It’s back to school — and homework — now for all three members of our Mod Squad. Only appropriate, then, to assign homework for the parents.
I will be reading the New York Times “Room for Debate” series of essays on Education, titled: Do We Spend Too Much on Education?
In case you’ve not seen them, the “Room for Debate” discussions bring in outside contributors to discuss multiple sides of an issue on a wide variety of important topics.
See the current Room for Debate on Education here. It begins, for example, with an essay by Peter Thiel, the billionaire co-founder of PayPal, who has offered $100,000 each to 20 people under 20 years old, in order to spur them to quit college and create their own ventures.
There are nine essays in this Education series; here’s the intro:
Americans are spending more and more on education, but the resulting credentials — a high-school diploma and college degrees — seem to be losing value in the labor market.
Americans who go to college are triply hurt by this. First, as taxpayers: state and federal education budgets have ballooned since the 1950s. Second, as consumers: the average college student spends $17,000 a year on school, and those with loans graduate more than $23,000 in debt. And third, as a worker: in 1970, an applicant with a college degree was among an elite 11 percent, but now almost 3 in 10 adults have a degree.

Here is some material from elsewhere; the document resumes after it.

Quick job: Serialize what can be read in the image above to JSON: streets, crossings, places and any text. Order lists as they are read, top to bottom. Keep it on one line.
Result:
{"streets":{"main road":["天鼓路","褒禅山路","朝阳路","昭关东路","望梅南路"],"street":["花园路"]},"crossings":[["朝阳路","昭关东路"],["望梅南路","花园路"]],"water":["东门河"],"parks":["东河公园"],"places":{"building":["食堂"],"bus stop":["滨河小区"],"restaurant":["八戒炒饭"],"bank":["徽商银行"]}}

Given that a high school diploma, a bachelor’s degree and even graduate school are no longer a ticket to middle-class life, and all these years of education delay the start of a career, does our society devote too much time and money to education?
Sounds like just the sort of question parents of a HS senior should be asking. Let me know if you read these as well and, if so, what’s your take on the debate? Please comment below…
- Diploma or Dropout: The Entrepreneur’s Dilemma (mashable.com)
- Open Education: learning is at our fingertips (coopcatalyst.wordpress.com)
- Online Enterprises Gain Foothold as Path to a College Degree (nytimes.com)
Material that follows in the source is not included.